━━━ INFORMATION PROVIDED

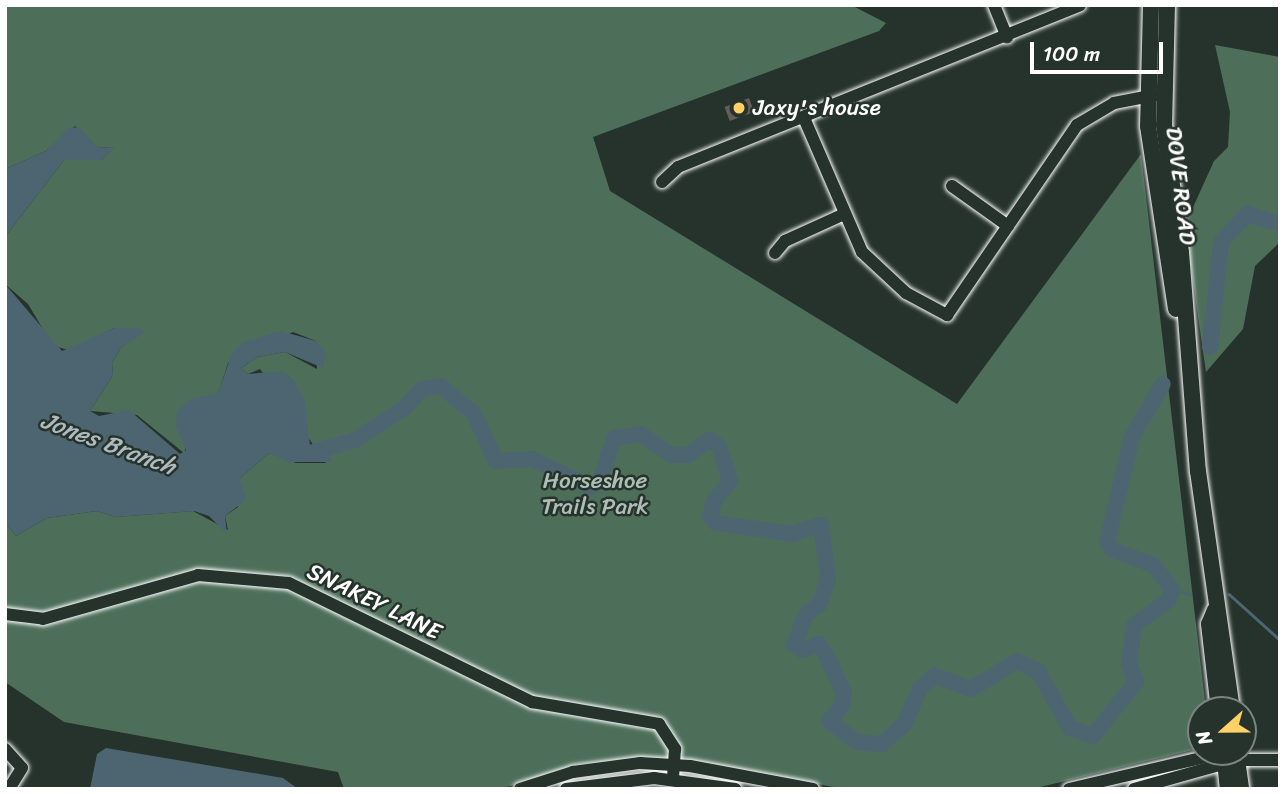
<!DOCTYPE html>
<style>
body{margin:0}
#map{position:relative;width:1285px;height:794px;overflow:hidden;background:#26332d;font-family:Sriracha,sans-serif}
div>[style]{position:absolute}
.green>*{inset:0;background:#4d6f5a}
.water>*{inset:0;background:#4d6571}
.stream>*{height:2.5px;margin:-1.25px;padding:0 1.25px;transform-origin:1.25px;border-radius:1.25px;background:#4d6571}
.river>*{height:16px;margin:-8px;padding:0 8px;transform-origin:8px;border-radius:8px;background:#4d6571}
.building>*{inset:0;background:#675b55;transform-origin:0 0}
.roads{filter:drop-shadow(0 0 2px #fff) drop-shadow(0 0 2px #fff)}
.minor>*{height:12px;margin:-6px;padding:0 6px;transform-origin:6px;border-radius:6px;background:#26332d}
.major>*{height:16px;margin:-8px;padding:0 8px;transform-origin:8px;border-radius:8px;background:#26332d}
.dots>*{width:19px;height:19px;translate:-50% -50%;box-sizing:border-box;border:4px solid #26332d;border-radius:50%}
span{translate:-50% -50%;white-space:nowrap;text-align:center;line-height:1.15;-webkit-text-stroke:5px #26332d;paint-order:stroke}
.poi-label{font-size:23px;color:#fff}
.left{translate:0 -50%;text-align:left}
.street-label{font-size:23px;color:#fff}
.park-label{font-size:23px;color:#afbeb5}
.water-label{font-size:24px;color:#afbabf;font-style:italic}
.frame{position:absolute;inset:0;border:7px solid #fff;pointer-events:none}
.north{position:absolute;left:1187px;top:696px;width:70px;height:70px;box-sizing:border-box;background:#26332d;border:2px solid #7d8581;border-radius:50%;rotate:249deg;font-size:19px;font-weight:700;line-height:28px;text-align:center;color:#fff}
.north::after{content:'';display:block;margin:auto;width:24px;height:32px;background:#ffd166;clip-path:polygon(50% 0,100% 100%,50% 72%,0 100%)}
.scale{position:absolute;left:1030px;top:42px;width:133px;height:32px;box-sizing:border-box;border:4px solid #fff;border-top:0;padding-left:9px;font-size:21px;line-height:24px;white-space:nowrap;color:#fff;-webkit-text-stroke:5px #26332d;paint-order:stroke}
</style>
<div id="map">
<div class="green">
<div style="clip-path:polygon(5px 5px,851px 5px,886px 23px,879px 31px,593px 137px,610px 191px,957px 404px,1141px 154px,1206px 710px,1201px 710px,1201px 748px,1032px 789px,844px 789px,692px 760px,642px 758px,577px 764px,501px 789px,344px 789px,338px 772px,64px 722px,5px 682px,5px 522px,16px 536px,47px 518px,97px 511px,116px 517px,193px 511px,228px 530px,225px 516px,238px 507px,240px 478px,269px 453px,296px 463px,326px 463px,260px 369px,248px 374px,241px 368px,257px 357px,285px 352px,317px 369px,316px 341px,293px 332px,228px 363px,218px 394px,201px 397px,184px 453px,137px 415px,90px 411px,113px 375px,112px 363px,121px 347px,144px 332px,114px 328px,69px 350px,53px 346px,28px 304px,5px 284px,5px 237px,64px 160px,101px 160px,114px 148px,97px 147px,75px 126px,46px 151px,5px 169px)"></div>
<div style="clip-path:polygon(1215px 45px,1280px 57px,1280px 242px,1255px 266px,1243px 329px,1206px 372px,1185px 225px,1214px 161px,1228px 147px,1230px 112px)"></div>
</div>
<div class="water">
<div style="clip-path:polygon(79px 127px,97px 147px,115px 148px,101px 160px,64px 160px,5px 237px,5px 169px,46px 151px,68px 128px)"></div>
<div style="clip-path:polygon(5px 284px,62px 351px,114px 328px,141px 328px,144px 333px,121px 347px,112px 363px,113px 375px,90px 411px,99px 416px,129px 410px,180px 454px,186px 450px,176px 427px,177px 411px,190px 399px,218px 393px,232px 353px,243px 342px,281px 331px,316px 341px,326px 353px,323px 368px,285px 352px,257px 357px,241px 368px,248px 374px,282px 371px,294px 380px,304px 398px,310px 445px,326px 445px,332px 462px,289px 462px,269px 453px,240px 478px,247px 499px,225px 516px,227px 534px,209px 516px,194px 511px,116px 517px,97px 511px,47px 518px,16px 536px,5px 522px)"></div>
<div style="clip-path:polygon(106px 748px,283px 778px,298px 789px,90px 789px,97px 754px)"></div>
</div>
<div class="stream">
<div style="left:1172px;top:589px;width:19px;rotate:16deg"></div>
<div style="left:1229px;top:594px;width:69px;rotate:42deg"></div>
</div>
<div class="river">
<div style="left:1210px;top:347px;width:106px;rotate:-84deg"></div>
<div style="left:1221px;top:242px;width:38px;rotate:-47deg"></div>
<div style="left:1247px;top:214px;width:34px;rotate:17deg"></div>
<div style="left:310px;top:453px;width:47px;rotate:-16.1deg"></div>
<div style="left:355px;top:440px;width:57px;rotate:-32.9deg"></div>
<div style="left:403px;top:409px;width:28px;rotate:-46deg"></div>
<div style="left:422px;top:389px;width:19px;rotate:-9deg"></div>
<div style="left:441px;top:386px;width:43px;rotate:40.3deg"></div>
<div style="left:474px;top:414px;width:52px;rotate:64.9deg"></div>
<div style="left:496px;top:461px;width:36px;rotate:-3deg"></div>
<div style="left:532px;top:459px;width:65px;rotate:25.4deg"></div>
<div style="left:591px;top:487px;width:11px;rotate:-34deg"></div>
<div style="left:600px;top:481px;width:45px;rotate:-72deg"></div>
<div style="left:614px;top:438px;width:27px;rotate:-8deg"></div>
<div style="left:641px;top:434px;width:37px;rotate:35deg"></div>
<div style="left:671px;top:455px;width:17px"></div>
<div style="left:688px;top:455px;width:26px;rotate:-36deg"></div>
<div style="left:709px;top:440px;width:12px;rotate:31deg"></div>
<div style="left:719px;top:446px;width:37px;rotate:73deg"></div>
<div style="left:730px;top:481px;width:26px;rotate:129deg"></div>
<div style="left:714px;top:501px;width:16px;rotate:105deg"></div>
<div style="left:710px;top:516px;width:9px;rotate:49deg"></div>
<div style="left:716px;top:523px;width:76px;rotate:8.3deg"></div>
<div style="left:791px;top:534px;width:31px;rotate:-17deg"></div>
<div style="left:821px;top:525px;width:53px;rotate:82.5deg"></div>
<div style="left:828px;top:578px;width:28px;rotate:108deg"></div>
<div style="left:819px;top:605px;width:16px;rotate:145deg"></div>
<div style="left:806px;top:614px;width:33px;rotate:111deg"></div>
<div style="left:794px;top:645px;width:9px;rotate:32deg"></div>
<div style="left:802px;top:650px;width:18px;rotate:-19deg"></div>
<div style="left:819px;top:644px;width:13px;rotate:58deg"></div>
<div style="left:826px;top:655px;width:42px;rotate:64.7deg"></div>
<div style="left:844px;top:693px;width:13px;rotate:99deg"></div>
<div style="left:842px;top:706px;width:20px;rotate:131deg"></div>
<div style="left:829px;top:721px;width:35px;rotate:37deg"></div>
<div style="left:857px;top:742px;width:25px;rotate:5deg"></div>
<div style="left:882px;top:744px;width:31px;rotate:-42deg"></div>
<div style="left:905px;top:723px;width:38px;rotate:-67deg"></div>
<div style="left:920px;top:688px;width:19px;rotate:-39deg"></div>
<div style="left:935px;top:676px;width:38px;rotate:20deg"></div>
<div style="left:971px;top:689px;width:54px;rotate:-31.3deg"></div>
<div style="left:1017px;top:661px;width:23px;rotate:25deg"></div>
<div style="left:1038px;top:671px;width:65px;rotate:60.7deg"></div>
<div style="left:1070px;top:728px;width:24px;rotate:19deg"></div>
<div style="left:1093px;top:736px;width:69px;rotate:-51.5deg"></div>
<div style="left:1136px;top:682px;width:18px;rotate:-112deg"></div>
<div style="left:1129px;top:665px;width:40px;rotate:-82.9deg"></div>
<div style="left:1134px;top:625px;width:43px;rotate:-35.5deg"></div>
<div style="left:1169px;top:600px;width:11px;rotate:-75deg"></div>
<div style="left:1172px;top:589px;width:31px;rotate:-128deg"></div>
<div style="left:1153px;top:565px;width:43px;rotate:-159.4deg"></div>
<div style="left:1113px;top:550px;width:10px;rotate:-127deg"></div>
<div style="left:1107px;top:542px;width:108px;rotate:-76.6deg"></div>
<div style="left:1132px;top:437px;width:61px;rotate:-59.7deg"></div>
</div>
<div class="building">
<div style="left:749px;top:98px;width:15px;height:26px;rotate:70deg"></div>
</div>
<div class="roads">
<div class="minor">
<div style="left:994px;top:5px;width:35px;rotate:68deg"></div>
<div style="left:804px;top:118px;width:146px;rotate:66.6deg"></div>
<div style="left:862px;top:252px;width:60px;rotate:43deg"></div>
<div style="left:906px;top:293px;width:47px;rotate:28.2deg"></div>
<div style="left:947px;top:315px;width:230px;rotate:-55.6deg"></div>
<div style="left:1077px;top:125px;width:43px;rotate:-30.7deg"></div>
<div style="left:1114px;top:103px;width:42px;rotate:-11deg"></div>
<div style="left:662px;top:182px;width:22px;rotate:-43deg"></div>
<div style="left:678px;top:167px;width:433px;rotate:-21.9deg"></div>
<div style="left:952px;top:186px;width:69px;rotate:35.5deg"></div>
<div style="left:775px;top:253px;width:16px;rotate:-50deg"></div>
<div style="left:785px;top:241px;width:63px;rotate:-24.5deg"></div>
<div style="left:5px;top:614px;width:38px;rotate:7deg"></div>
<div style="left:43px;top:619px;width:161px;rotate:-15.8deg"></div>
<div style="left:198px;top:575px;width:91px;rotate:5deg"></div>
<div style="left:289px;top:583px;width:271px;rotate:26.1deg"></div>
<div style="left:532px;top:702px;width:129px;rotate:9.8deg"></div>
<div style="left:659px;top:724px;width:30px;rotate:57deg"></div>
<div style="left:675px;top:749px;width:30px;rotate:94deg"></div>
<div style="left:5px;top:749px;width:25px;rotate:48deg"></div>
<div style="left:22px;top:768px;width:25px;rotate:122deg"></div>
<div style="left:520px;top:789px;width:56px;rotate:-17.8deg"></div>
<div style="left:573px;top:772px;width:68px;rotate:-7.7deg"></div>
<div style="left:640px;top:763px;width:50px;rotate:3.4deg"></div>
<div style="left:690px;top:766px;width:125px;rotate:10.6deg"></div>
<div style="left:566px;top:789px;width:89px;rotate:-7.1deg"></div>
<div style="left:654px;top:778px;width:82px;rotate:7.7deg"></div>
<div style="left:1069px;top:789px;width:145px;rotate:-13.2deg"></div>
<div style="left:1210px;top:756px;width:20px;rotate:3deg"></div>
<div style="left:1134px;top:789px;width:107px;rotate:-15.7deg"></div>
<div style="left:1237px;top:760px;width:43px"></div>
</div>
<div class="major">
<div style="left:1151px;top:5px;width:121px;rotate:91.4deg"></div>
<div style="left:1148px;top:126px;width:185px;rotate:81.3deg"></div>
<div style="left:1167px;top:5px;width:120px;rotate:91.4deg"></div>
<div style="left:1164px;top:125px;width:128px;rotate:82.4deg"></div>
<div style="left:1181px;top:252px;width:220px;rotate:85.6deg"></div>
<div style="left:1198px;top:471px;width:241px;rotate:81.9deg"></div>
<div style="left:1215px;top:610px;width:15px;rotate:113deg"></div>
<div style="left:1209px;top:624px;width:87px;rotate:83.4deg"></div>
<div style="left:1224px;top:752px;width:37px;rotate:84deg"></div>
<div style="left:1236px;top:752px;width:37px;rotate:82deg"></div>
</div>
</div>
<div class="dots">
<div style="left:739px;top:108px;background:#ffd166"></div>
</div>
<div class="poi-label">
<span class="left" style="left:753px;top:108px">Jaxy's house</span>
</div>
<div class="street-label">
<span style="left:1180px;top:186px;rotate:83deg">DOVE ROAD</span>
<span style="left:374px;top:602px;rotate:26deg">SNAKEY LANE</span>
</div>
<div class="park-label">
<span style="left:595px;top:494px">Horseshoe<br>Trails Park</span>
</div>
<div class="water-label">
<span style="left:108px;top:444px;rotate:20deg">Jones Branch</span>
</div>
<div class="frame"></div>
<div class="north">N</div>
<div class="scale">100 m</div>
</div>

━━━━━━

● WORK TO COMPLETE:
From the records above, pull out each line that has "inset".

● REPLY TO THE EXERCISE:
.green>*{inset:0;background:#4d6f5a}
.water>*{inset:0;background:#4d6571}
.building>*{inset:0;background:#675b55;transform-origin:0 0}
.frame{position:absolute;inset:0;border:7px solid #fff;pointer-events:none}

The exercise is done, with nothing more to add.